0046: Payment Gateway Secure Credential Management
Date: 2025-11-08
Status: Proposed
Context
The payment-gateway-service needs to authenticate with various third-party payment providers (e.g., Stripe, PayPal). This requires storing and using highly sensitive credentials, such as API keys and secret tokens.
Storing these secrets directly in the service's source code, configuration files, or environment variables is a major security risk. It makes secret rotation difficult, increases the risk of accidental exposure, and violates security best practices.
We need a secure, centralized, and auditable method for managing these credentials.
Decision
All secrets and credentials for third-party payment providers will be managed by the platform's central secret management system (e.g., HashiCorp Vault).

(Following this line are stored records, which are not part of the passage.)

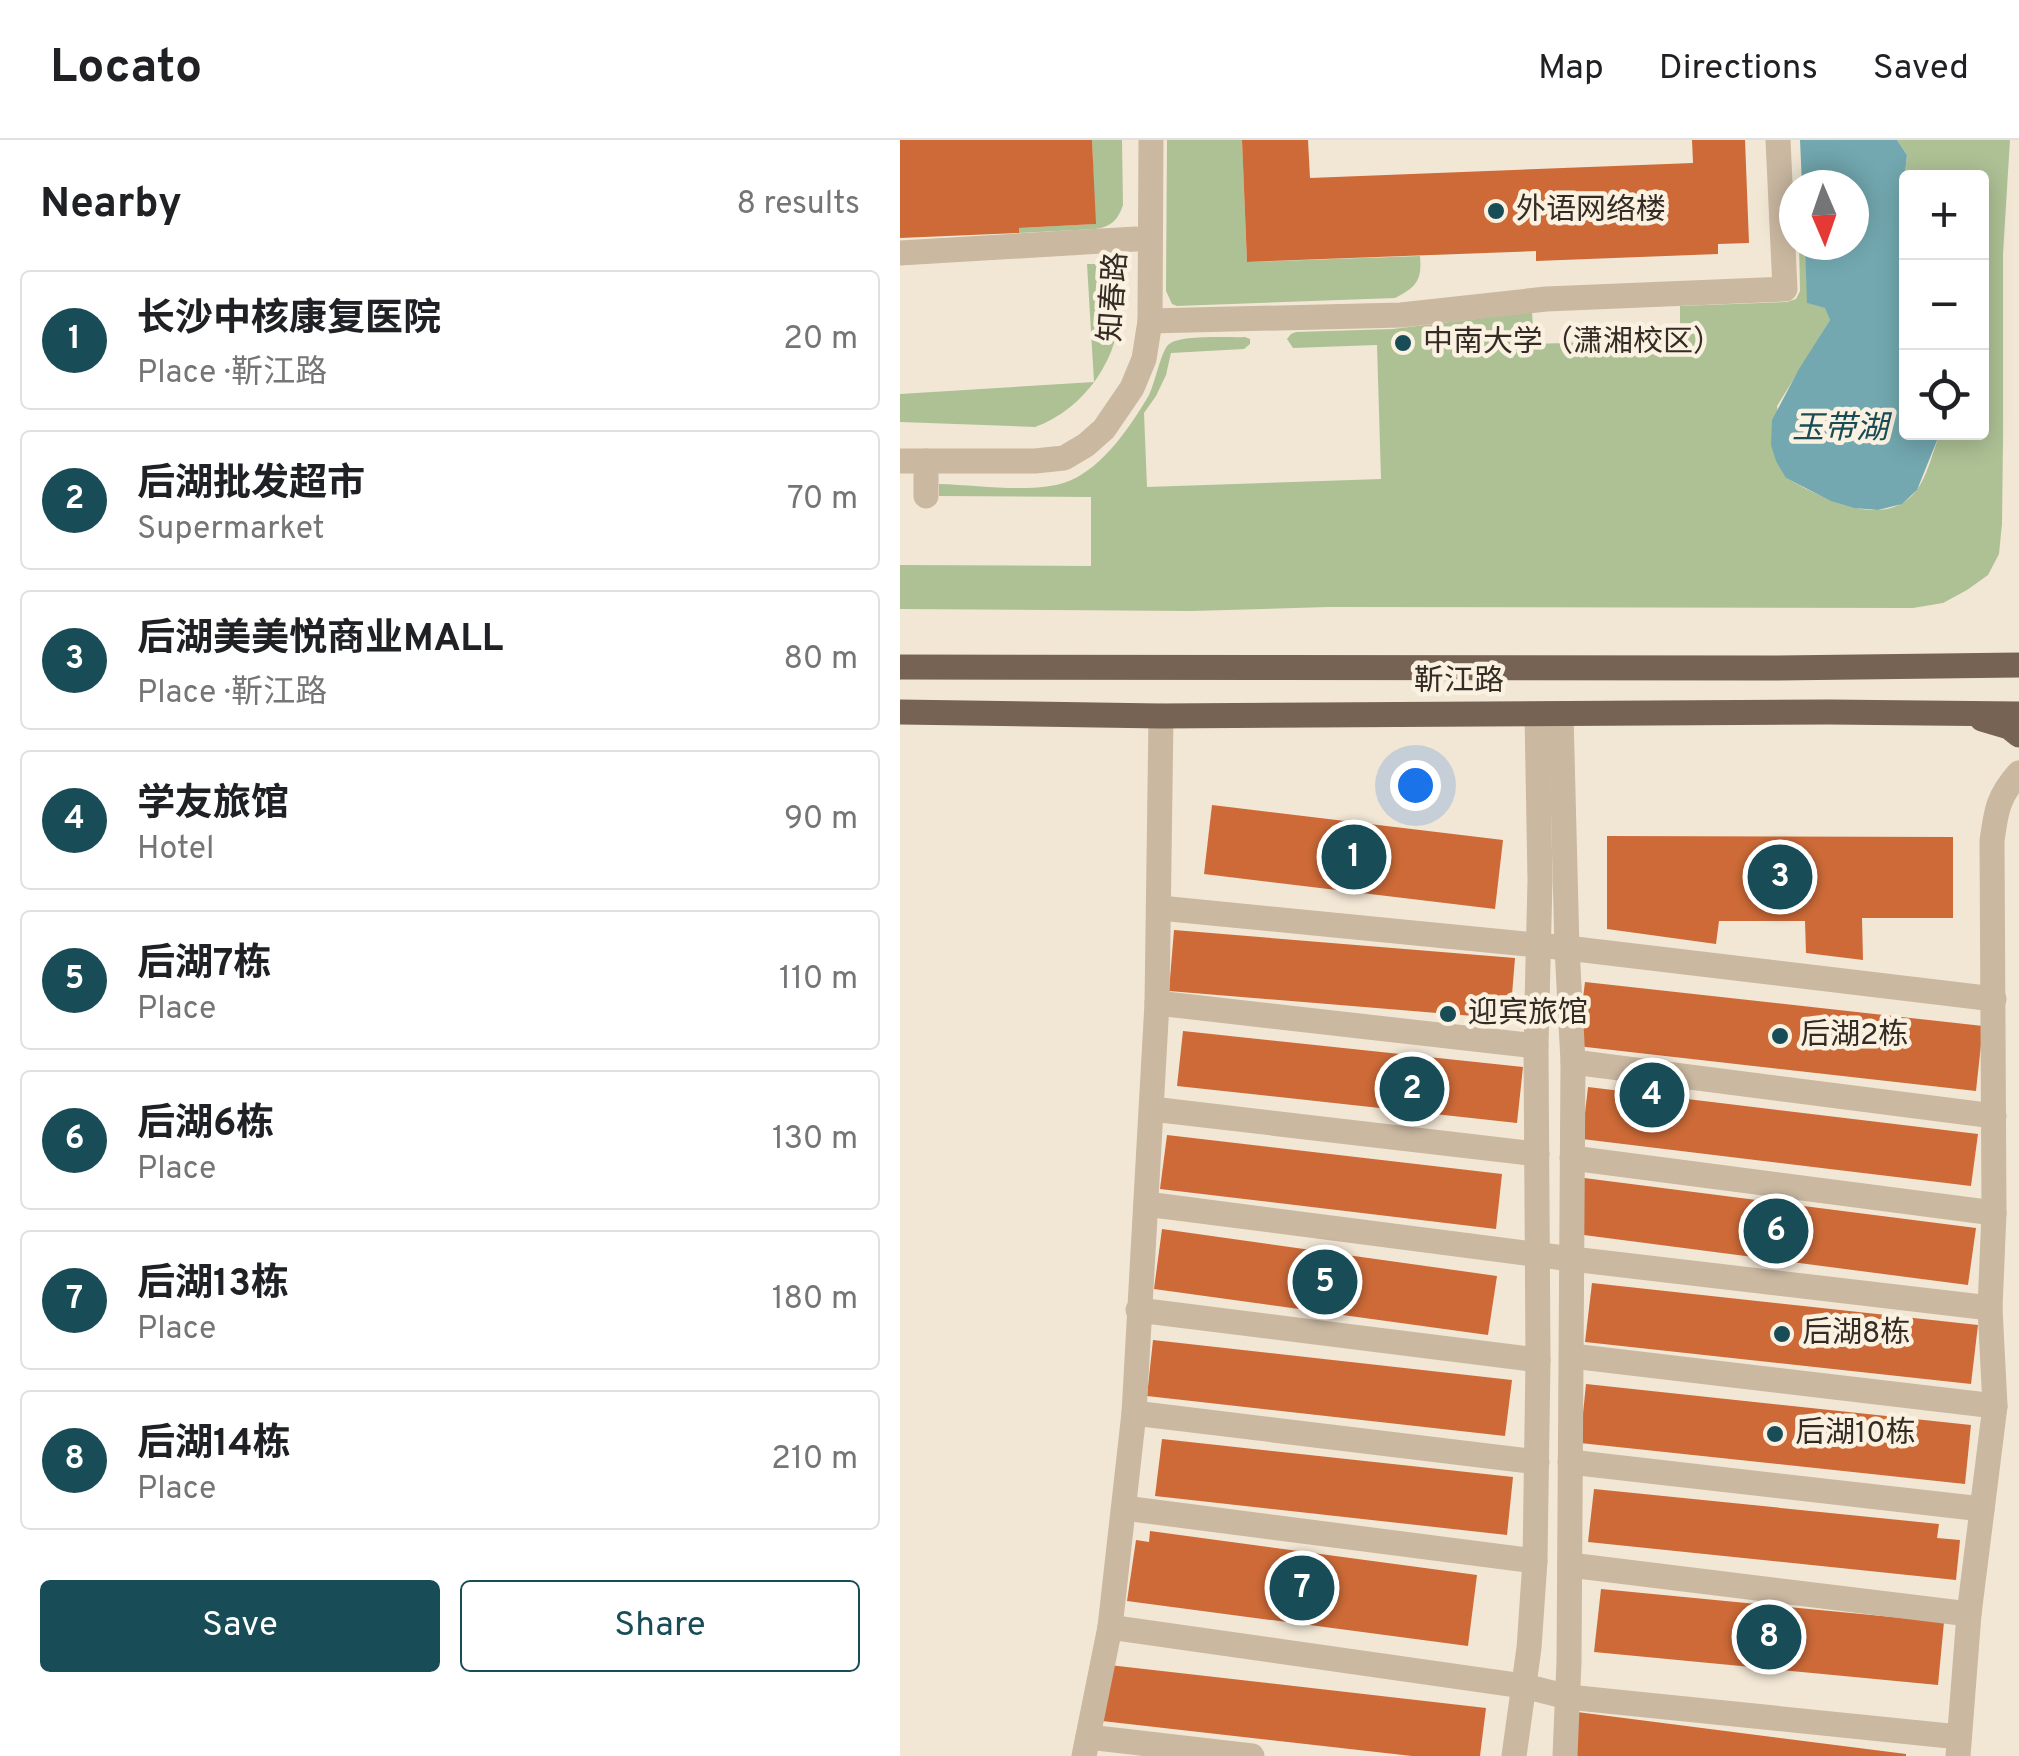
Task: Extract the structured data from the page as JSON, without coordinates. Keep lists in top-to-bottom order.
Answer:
{
  "streets": {
    "main road": ["靳江路"],
    "street": ["知春路"]
  },
  "water": ["玉带湖"],
  "places": [
    "外语网络楼",
    "中南大学（潇湘校区）",
    "迎宾旅馆",
    "后湖2栋",
    "后湖8栋",
    "后湖10栋"
  ],
  "north": "bottom",
  "page": {
    "header": "Locato",
    "nav": ["Map", "Directions", "Saved"],
    "heading": ["Nearby", "8 results"],
    "map_buttons": ["+", "−"],
    "list": [
      {
        "mark": "1",
        "name": "长沙中核康复医院",
        "note": "Place · 靳江路",
        "value": "20 m"
      },
      {
        "mark": "2",
        "name": "后湖批发超市",
        "note": "Supermarket",
        "value": "70 m"
      },
      {
        "mark": "3",
        "name": "后湖美美悦商业MALL",
        "note": "Place · 靳江路",
        "value": "80 m"
      },
      {
        "mark": "4",
        "name": "学友旅馆",
        "note": "Hotel",
        "value": "90 m"
      },
      {
        "mark": "5",
        "name": "后湖7栋",
        "note": "Place",
        "value": "110 m"
      },
      {
        "mark": "6",
        "name": "后湖6栋",
        "note": "Place",
        "value": "130 m"
      },
      {
        "mark": "7",
        "name": "后湖13栋",
        "note": "Place",
        "value": "180 m"
      },
      {
        "mark": "8",
        "name": "后湖14栋",
        "note": "Place",
        "value": "210 m"
      }
    ],
    "pins": [
      "1",
      "3",
      "2",
      "4",
      "6",
      "5",
      "7",
      "8"
    ],
    "buttons": ["Save", "Share"]
  }
}
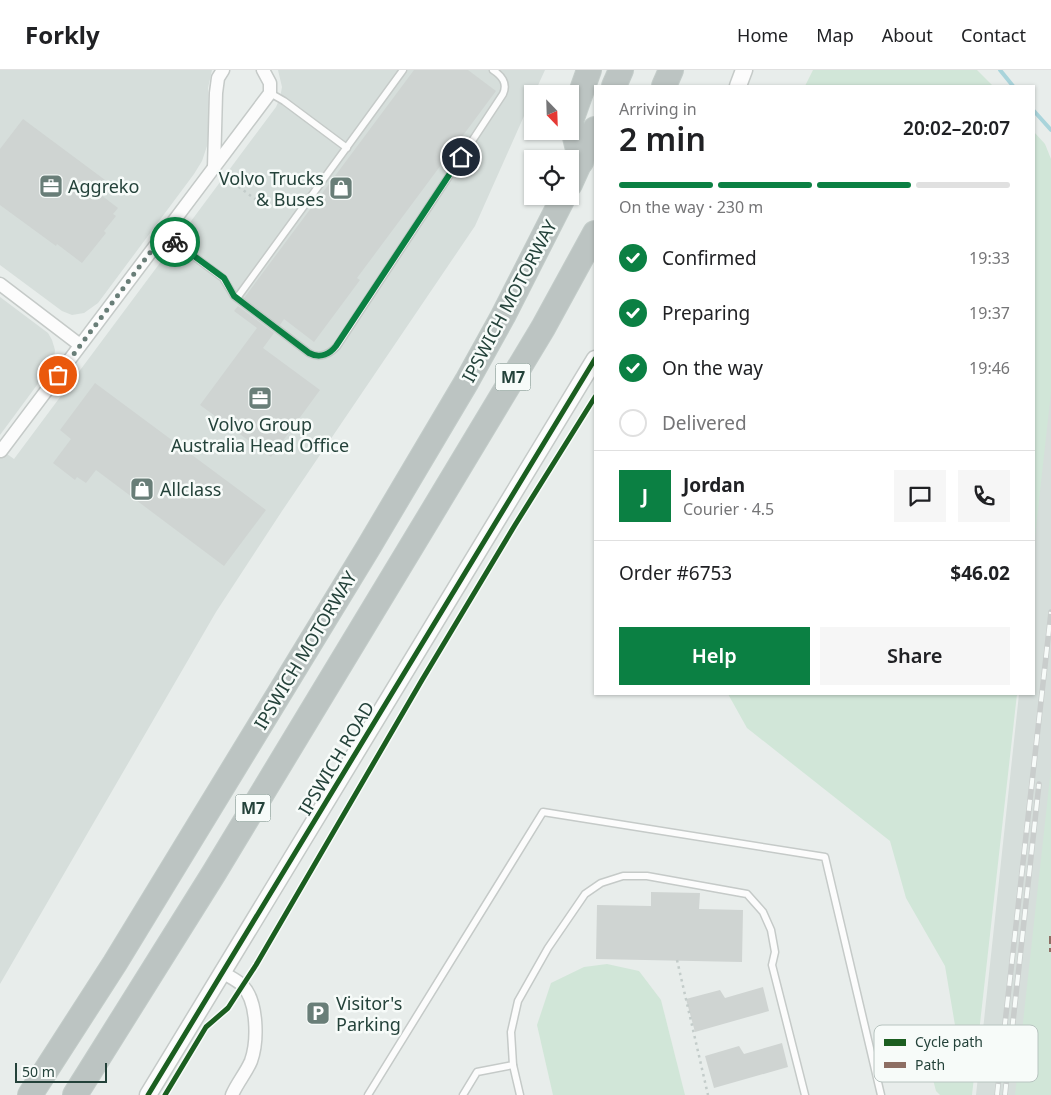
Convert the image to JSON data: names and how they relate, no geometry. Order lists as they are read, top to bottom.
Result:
{
  "streets": {
    "highway": ["IPSWICH MOTORWAY", "M7"],
    "street": ["IPSWICH ROAD"]
  },
  "places": {
    "office": ["Aggreko", "Volvo Group Australia Head Office"],
    "shop": ["Volvo Trucks & Buses", "Allclass"],
    "parking": ["Visitor's Parking"]
  },
  "legend": ["Cycle path", "Path"],
  "scale_bar": "50 m",
  "north": "bottom right",
  "page": {
    "header": "Forkly",
    "nav": [
      "Home",
      "Map",
      "About",
      "Contact"
    ],
    "heading": ["2 min", "Arriving in", "20:02–20:07"],
    "panel": [
      "Jordan",
      "Courier · 4.5",
      "Order #6753",
      "$46.02"
    ],
    "bar": "On the way · 230 m",
    "list": [
      ["Confirmed", "19:33"],
      ["Preparing", "19:37"],
      ["On the way", "19:46"],
      "Delivered"
    ],
    "round": "J",
    "buttons": ["Help", "Share"],
    "scale": "50 m"
  }
}
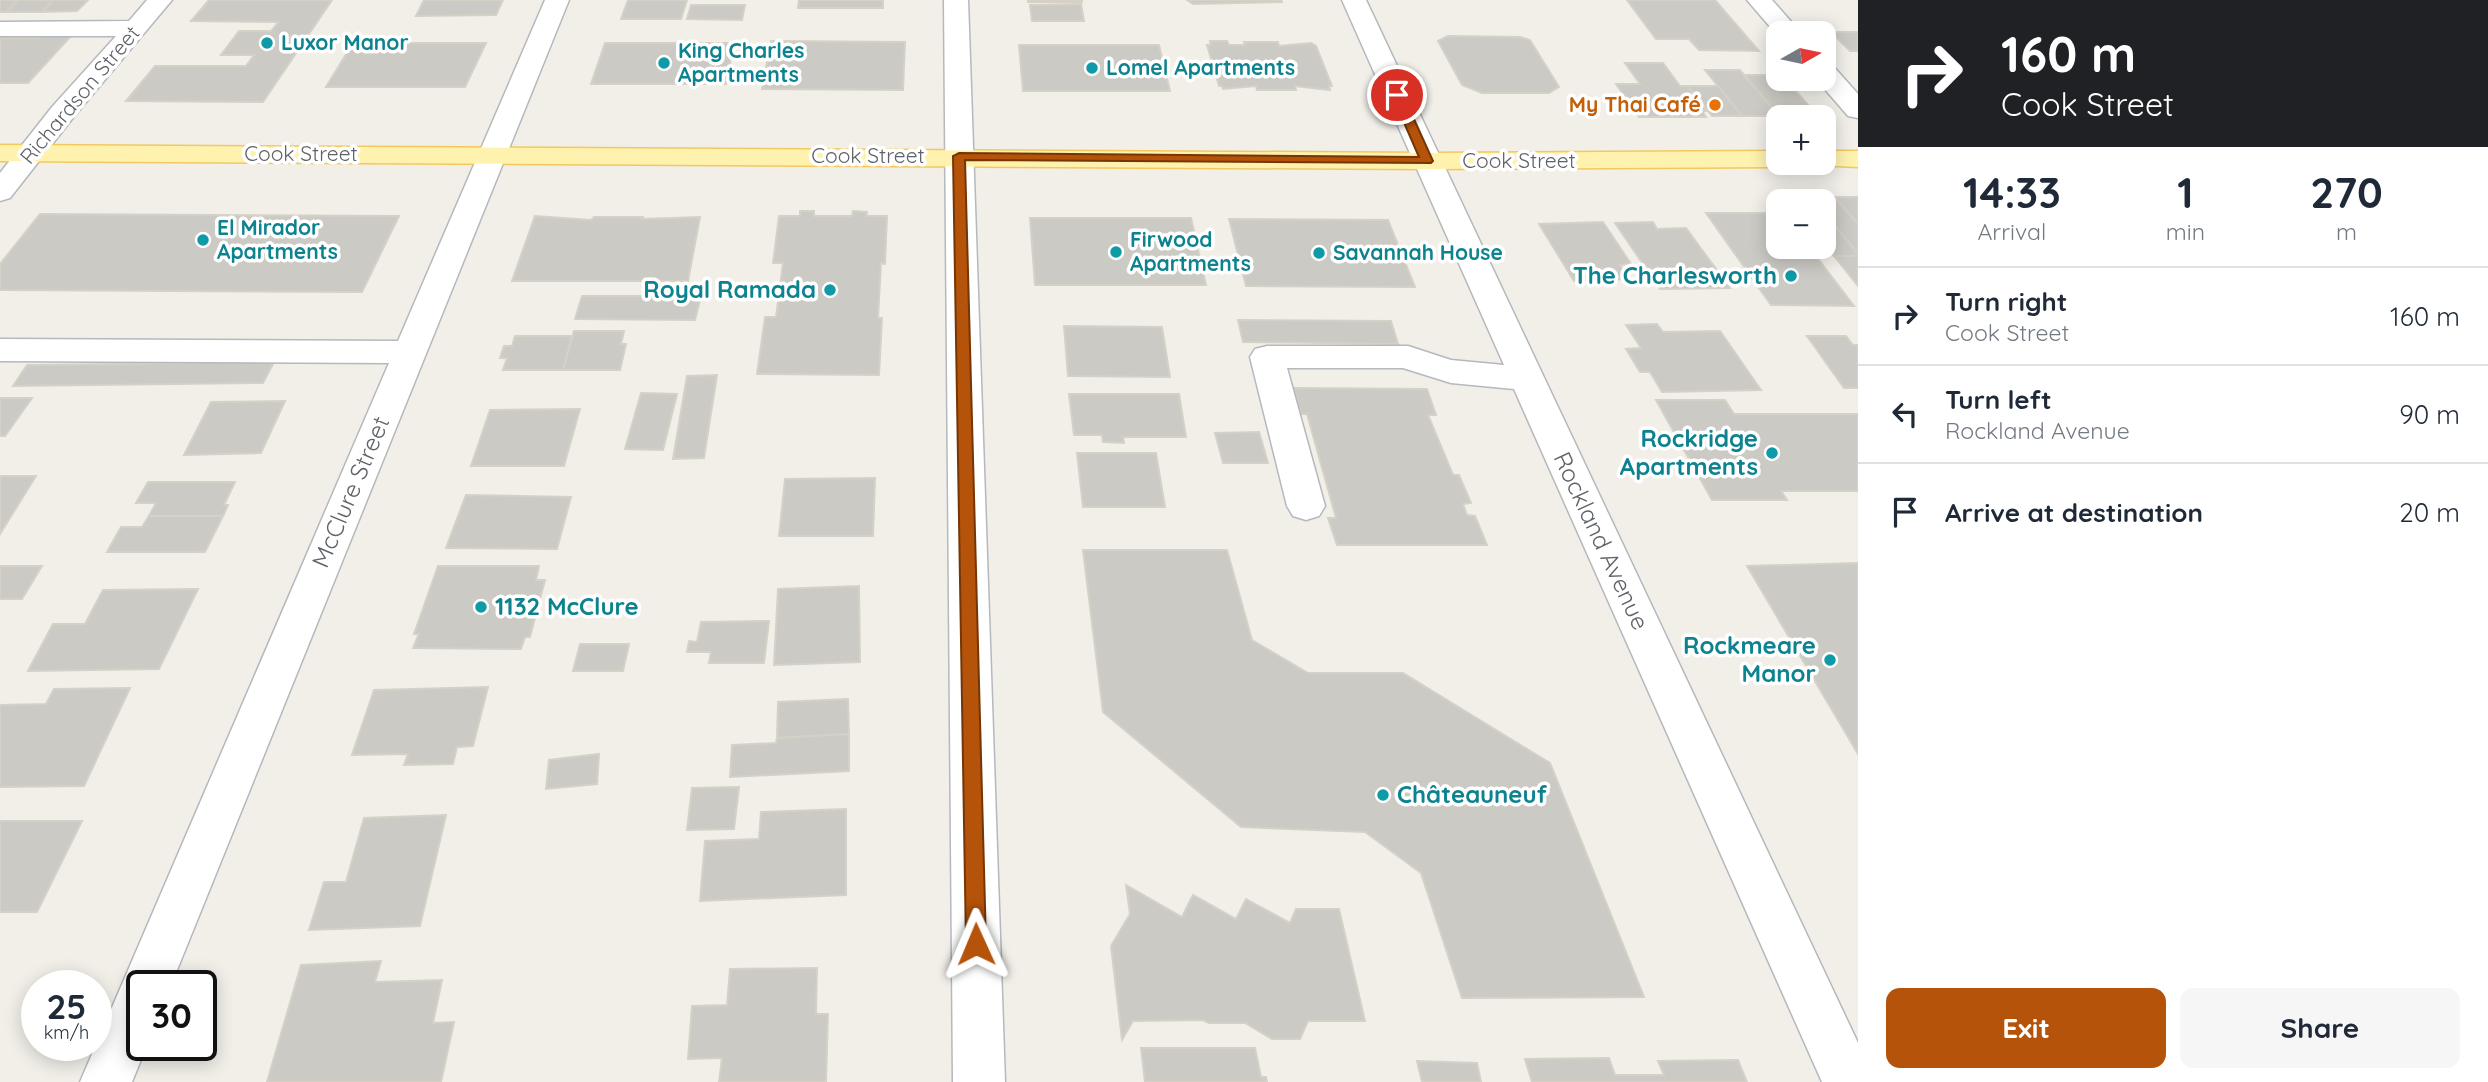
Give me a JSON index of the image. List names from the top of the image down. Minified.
{"streets":{"main road":["Cook Street"],"street":["Richardson Street","McClure Street","Rockland Avenue"]},"crossings":[["Richardson Street","Cook Street"],["Cook Street","McClure Street"],["Cook Street","Rockland Avenue"]],"places":["Luxor Manor","King Charles Apartments","Lomel Apartments","My Thai Café","El Mirador Apartments","Firwood Apartments","Savannah House","The Charlesworth","Royal Ramada","Rockridge Apartments","1132 McClure","Rockmeare Manor","Châteauneuf"],"north":"right","page":{"turn":["160 m","Cook Street"],"map_buttons":["+","−"],"eta":["14:33","Arrival","1","min","270","m"],"list":[{"name":"Turn right","note":"Cook Street","value":"160 m"},{"name":"Turn left","note":"Rockland Avenue","value":"90 m"},{"name":"Arrive at destination","value":"20 m"}],"speed":"25 km/h","limit":"30","buttons":["Exit","Share"]}}
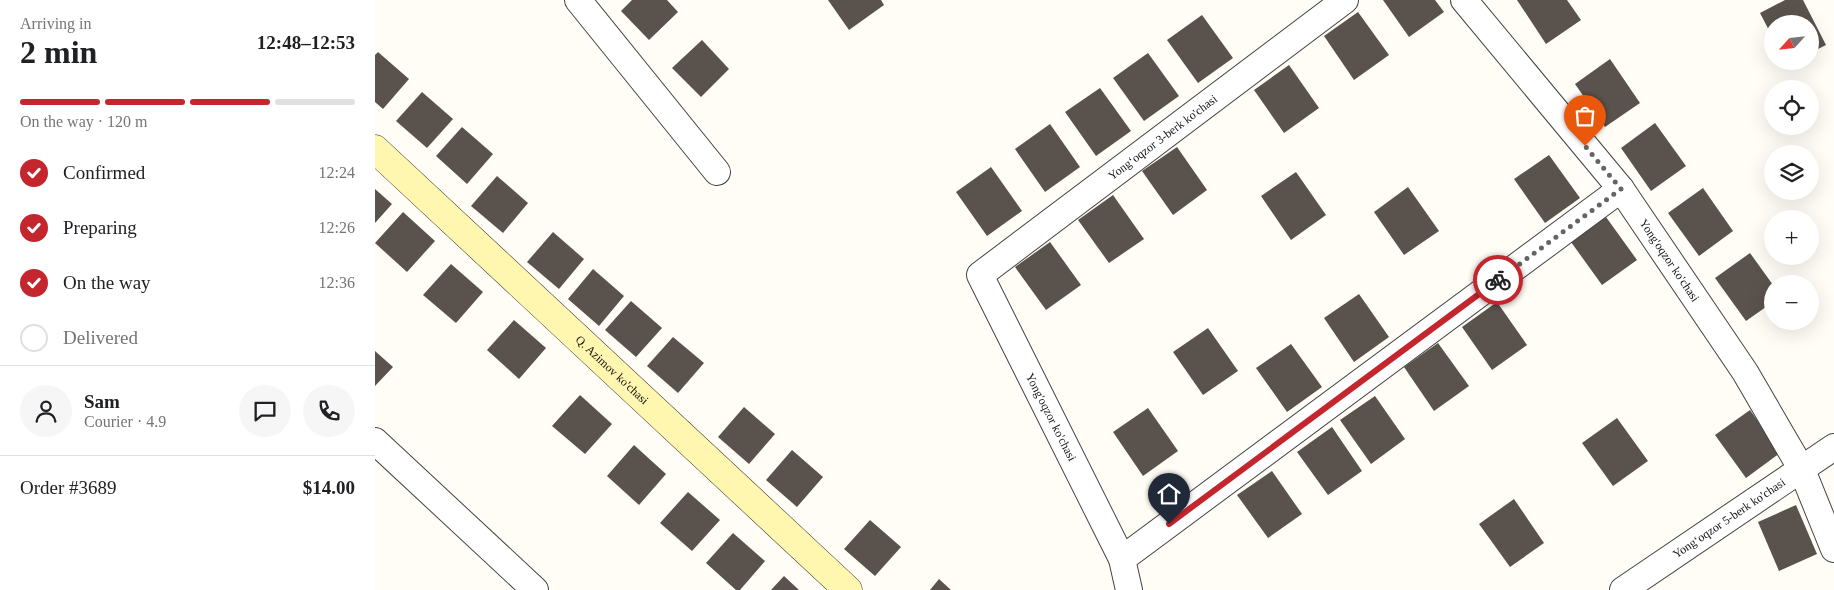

- No Secrets in Code/Config: Credentials must not be stored in source code, configuration files, or environment variables.
- Runtime Retrieval: The
payment-gateway-servicewill retrieve the necessary secrets from the central secret management system at startup or runtime. It will use a standard client library provided by our platform commons.
Consequences
Positive
- Enhanced Security: Secrets are encrypted at rest, access is tightly controlled and auditable, and the risk of accidental leakage is significantly reduced.
- Centralized Management: All secrets are managed in one place, simplifying operations like secret rotation and auditing.
- Consistency: This approach aligns with the platform-wide strategy for managing all sensitive information.
Negative
- Runtime Dependency: The service has a runtime dependency on the secret management system. If the secret store is unavailable at startup, the service may fail to initialize its payment provider adapters. This is an acceptable trade-off for the security benefits.